Ensure that the DLT table is INCREMENTAL / STREAMING
Deserialize the AVRO from:

Confluent Schema Registry Client
avsc files in an Azure storage account
hard coded in a python UDF

My current assumption is to store the raw avro messages in the Bronze/Landing STreamiung live table then use a streaming live view, with a python UDF, to perform the deserializtion.

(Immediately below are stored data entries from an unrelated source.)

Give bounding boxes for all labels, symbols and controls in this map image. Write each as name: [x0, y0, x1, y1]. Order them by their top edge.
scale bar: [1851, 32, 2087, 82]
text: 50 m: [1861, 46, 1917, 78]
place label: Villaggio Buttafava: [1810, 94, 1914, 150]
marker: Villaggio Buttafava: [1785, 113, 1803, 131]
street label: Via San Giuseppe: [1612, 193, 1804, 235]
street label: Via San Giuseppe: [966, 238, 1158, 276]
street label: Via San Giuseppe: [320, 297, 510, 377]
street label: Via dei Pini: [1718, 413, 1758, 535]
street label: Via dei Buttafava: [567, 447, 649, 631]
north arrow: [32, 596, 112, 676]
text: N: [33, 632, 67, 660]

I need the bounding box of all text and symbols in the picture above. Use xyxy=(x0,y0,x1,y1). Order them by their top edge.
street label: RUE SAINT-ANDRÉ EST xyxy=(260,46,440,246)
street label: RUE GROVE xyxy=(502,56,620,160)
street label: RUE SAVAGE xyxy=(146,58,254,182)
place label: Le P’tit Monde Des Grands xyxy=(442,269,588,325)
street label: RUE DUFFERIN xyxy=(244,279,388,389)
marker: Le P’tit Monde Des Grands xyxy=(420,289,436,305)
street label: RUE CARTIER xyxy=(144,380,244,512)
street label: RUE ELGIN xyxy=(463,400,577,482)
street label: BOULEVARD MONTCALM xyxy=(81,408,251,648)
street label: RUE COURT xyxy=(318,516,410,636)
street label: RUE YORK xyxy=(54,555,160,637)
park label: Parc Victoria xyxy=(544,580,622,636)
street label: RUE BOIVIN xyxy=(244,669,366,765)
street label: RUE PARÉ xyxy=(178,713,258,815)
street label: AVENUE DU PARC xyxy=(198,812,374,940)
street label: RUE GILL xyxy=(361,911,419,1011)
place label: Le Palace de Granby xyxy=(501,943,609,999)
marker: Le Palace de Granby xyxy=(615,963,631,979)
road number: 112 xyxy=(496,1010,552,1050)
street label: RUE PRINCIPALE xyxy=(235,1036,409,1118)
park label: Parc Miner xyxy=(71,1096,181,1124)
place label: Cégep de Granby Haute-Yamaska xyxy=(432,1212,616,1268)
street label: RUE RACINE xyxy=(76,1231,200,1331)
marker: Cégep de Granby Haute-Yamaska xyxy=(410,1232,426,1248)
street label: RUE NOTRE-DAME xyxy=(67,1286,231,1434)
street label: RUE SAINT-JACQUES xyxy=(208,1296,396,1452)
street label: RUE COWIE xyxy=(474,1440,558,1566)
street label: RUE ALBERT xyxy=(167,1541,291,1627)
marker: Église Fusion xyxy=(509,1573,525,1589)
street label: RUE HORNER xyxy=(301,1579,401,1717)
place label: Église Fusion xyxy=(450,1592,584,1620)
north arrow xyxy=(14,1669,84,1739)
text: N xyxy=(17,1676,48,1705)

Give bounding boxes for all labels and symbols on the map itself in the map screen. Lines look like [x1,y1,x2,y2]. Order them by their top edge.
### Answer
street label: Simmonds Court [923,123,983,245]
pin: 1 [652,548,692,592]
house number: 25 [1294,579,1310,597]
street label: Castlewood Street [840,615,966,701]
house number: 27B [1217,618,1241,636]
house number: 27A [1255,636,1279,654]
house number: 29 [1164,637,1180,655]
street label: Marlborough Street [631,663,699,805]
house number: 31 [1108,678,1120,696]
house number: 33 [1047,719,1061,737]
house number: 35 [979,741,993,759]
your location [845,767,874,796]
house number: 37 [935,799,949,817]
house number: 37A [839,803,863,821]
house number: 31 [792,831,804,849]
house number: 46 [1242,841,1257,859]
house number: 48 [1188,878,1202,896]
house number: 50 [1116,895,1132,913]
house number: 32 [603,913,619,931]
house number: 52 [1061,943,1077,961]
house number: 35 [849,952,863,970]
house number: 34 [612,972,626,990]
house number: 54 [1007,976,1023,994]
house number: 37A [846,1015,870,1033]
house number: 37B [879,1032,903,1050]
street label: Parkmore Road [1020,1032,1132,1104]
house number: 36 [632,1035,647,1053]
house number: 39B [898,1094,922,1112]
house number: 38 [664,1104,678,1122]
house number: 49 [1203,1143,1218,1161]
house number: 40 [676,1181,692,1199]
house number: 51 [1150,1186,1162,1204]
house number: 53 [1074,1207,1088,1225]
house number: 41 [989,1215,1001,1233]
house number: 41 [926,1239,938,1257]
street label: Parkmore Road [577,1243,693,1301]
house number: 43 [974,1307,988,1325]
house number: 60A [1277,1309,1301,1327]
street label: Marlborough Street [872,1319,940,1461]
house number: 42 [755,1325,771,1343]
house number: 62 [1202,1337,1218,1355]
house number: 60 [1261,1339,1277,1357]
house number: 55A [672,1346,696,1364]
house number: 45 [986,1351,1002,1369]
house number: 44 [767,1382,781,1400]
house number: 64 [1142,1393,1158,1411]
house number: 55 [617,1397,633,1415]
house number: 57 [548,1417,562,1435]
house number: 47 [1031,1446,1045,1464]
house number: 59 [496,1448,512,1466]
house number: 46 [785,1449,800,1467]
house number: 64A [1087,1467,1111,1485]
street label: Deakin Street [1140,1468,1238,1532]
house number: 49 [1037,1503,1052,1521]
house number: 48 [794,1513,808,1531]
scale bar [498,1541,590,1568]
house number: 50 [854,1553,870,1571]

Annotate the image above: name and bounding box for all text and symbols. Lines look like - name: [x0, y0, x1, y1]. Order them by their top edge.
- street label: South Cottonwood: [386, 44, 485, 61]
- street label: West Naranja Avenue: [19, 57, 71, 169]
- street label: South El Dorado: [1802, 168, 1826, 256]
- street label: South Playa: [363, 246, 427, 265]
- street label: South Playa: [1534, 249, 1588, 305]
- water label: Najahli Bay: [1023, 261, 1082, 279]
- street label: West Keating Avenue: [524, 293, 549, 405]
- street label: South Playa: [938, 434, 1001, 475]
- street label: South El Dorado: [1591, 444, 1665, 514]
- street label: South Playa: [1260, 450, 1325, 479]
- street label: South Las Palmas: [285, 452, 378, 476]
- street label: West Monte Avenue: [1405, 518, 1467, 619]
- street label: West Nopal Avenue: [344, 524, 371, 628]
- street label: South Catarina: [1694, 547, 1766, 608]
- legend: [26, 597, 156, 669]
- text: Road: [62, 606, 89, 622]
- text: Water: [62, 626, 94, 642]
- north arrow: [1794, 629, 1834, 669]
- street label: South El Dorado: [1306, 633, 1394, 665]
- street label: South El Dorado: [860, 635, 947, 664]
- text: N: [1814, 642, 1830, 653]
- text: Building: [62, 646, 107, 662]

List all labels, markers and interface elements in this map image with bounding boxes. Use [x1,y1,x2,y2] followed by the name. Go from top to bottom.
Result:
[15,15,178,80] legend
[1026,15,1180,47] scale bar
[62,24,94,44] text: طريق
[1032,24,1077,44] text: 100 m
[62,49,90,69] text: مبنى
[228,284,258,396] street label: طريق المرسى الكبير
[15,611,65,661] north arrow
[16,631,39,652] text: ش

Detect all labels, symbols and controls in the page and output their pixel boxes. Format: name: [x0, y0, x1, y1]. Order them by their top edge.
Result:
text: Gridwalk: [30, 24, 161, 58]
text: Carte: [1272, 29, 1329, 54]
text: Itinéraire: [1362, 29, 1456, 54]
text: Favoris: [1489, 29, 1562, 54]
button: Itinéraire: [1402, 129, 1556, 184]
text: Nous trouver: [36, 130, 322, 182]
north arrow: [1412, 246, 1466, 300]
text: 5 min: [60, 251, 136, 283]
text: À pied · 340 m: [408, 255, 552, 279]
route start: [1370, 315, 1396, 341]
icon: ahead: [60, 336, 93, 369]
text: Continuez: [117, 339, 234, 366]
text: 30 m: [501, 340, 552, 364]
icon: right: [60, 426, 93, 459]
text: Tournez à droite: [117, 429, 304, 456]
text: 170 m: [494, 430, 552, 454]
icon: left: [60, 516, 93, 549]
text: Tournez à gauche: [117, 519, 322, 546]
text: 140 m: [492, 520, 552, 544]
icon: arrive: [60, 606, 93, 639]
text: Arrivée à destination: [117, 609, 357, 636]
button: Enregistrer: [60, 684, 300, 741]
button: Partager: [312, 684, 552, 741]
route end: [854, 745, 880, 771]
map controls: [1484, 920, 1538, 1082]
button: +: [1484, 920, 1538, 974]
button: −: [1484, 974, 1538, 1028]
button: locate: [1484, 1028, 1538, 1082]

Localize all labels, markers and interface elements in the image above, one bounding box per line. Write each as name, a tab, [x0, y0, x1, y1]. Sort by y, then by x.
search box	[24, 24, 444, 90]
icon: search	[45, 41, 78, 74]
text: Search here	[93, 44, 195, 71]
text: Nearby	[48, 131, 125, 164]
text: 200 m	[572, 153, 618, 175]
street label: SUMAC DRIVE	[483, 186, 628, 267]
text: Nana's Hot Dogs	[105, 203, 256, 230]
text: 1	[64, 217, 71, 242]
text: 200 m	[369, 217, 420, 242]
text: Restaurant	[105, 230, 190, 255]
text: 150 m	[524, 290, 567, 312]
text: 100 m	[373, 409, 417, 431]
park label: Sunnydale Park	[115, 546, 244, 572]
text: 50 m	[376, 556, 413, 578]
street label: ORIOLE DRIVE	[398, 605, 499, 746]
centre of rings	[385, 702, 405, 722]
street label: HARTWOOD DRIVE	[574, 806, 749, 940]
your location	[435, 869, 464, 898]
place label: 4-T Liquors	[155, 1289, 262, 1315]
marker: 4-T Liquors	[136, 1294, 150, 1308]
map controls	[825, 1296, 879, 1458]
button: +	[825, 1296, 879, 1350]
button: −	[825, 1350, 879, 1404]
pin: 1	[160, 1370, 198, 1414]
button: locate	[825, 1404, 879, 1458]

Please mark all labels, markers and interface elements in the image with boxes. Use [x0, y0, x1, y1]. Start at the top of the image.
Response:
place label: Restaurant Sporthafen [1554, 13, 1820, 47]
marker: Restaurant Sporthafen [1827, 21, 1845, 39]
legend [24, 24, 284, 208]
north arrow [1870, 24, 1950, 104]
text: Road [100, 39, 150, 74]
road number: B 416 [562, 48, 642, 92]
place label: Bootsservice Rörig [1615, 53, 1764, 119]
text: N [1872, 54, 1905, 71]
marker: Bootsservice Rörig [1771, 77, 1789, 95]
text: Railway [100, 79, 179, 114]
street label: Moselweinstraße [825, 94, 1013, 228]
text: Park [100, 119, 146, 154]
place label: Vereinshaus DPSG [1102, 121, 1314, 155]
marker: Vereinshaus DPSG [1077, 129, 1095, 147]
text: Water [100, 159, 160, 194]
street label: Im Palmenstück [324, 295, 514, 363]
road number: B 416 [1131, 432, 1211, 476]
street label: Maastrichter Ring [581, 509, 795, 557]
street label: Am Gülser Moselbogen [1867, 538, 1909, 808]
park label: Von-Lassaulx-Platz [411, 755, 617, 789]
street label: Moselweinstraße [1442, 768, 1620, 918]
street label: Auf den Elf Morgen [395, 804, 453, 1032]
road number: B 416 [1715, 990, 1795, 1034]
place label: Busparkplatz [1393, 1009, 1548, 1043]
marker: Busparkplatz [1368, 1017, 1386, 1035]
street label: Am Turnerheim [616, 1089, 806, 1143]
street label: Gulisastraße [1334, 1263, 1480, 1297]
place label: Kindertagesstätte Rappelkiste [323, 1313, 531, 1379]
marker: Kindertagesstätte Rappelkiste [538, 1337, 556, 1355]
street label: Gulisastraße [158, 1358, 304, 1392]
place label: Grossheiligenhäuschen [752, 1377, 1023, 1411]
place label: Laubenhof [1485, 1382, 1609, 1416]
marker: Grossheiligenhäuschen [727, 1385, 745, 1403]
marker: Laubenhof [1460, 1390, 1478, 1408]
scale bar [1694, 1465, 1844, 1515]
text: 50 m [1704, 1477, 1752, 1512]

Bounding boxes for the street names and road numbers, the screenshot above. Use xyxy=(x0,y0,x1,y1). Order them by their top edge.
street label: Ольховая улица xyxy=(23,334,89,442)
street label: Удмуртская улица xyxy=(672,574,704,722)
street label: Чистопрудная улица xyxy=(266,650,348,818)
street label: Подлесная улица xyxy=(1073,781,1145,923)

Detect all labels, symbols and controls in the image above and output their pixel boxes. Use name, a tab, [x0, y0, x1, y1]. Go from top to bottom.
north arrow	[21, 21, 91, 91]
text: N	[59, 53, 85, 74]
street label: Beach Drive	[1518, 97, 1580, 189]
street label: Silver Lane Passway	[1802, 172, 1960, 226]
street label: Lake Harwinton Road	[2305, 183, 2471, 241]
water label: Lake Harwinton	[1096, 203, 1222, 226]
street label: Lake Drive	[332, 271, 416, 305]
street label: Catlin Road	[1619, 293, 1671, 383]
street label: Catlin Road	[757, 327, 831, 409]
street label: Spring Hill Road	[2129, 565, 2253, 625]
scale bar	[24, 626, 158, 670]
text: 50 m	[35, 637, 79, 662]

Just not sure how to get there

lninza · ‎10-25-2022

Hi @John Mathews

did you find a way to progress here?

i am stuck in the same point...

jm99 · ‎10-25-2022

No I didn't. In fact I had to stop using DLT when another issue came up around performing a partial /streaming increment of a large platinum aggregation table. I ended up going back to using:

Kafka reader (see Consume Data From Apache Kafka )
Streaming dataframes
Delta table: enabling enableChangeDataFeed and processing the "readChangeFeed"
Using foreachBatch() method on the stream writer to apply the aggregation and required SCD1 upsert

Databricks Community

Ingesting Kafka Avro into an Delta STREAMING LIVE TABLE

Connect with Databricks Users in Your Area

Databricks Learning Festival (Virtual): 15 January - 31 January 2025

Milestone: DatabricksTV Reaches 100 Videos!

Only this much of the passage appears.